God’s Word, Adam Smith’s Invisible Hand, and the Power of Two Percent – Part II

My previous post laid out the reasons why – while the tzedek hekhsher and ethical kashrut are wonderful intentions – the business practicalities beg answering. Indeed, it’s an open question if our little 2% of the meat market will make an impact on the greater meat industry.

But this post is hopefully “the other hand,” and at the very least inspiration as to how working with kashrut authorities might indeed yield a healthier and more sustainable Jewish community — one which leads to a healthier and more sustainable world for everyone.

Our shochet was amazing. Rabbi Yehuda Benchimhoun, an Algerian-descended French Jew of Lubavitch conviction, is a reluctant but intense shochet whose story and words impressed us all here, but above all his kavannah, his incredible intentionality with the animals he shechts. More than just being a six day a week vegetarian, he impressed us all with the seriousness with which he approached his duty to honor the life of animals. He was deliberate, he was careful, he was precise. And his respect for the letter of the law alongside its intent was phenomenal.

But aside from his quiet but intense adherence to the intent of halakha, he impressed me most when he related this story, forgive my paraphrasing:

I was shechting for a big manufacturer and one day they delivered to the slaughterhouse on my schedule 290 cattle in rail taxis designated for the occupancy of only 150. And they had not been fed or watered in three days, either! So I told them I wouldn’t shecht. Those animals were not kosher. The manufacturer was incredibly upset, of course, but I refused. I told them to call my rabbi in Crown Heights – and my rabbi supported me. He said, “If Yehuda says they’re not kosher, then they’re not kosher!”

We had learned earlier that day that animals are not fed the night before shechting but must absolutely be fed water; three days without food or water was a cruelty. To hear such stories of shochetim within the industry pushing back against the pressure to kill more cattle, more cheaply, less humanely while retaining the technical title of “kosher” is — why should I be so surprised? — surprising. In a really holy way.

But this also Rabbi Yehuda effused as I drove him back to the train station – “You couldn’t have picked a better moshgiach then Rabbi Mandel. This was so good for him to see, 50 or 60 Jews” – I interrupted to tell him conference attendance was actually 250 – “asking about kashrut and humane treatment of animals.” He continued, saying the Orthodox Union needs to see that, needs to feel pressure from Jews to verify that their policies are really living up to the intent of the law, what they espouse to be true about kashrut. Consumer pressure on kashrut agencies, he stressed, will keep kosher food kosher.

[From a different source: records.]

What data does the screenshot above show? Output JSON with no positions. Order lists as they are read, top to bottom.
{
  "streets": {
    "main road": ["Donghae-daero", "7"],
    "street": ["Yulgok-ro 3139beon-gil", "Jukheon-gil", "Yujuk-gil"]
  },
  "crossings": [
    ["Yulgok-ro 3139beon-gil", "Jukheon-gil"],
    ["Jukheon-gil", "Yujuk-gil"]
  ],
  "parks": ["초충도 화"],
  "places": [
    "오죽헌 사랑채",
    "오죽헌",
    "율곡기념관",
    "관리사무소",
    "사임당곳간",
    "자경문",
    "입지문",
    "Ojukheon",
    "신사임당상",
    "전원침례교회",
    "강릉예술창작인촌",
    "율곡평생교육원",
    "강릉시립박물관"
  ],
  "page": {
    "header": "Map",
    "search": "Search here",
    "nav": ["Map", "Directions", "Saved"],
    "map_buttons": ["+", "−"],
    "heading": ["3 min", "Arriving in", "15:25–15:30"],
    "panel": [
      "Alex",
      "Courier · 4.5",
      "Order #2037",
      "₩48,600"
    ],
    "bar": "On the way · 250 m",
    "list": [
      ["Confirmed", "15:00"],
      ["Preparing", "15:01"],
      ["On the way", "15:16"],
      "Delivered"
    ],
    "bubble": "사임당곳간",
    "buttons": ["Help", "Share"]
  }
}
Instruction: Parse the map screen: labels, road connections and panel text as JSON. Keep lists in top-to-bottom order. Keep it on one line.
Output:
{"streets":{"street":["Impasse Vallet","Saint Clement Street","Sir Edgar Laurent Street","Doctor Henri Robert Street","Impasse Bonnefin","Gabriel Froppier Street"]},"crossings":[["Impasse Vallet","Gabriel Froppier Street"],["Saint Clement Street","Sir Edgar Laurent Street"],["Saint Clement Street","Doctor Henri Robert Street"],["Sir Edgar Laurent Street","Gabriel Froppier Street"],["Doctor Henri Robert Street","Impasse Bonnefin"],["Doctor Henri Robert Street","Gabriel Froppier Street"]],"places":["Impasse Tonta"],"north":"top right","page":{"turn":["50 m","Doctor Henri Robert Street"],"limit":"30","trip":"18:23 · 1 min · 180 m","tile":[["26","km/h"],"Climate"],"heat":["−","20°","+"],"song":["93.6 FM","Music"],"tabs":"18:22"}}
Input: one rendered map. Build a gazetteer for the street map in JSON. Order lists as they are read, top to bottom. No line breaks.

Rabbi Yehuda was clearly thinking about just the kosher market, not the whole meat industry, but his sincerity and honesty were inspiring. After my initial skepticisms that the kosher market was no different than mainstream slaughter, including an initial post on the subject, he convinced me (without trying) that the years of study and the regulations of the kashrut agencies themselves do indeed make kosher slaughter more likely to be ethical.

Rabbi Yehuda is right. For the first time in a long time, the OU is answering demands of Jews – ordinary Jews of all denominations – to ensure the spirit and letter of the law match. As industrial meat production evolves, so should kashrut authorities’ oversight, and they will do so only to the extent that their consumers demand them to. The OU is a religious business, caught between God’s Word and Adam Smith’s invisible hand. And in both cases, it is Jews who act as the deciders of which direction the word and the hand affect our dinner plates. Even if we’re just 2%, as Rabbi Steve Greenberg said the last night, we are not separate from the whole and our communal power to influence is much greater.

Which Hazon and this Food Conference already made a significant step towards. Congrats to all on their bravery and sensitivity.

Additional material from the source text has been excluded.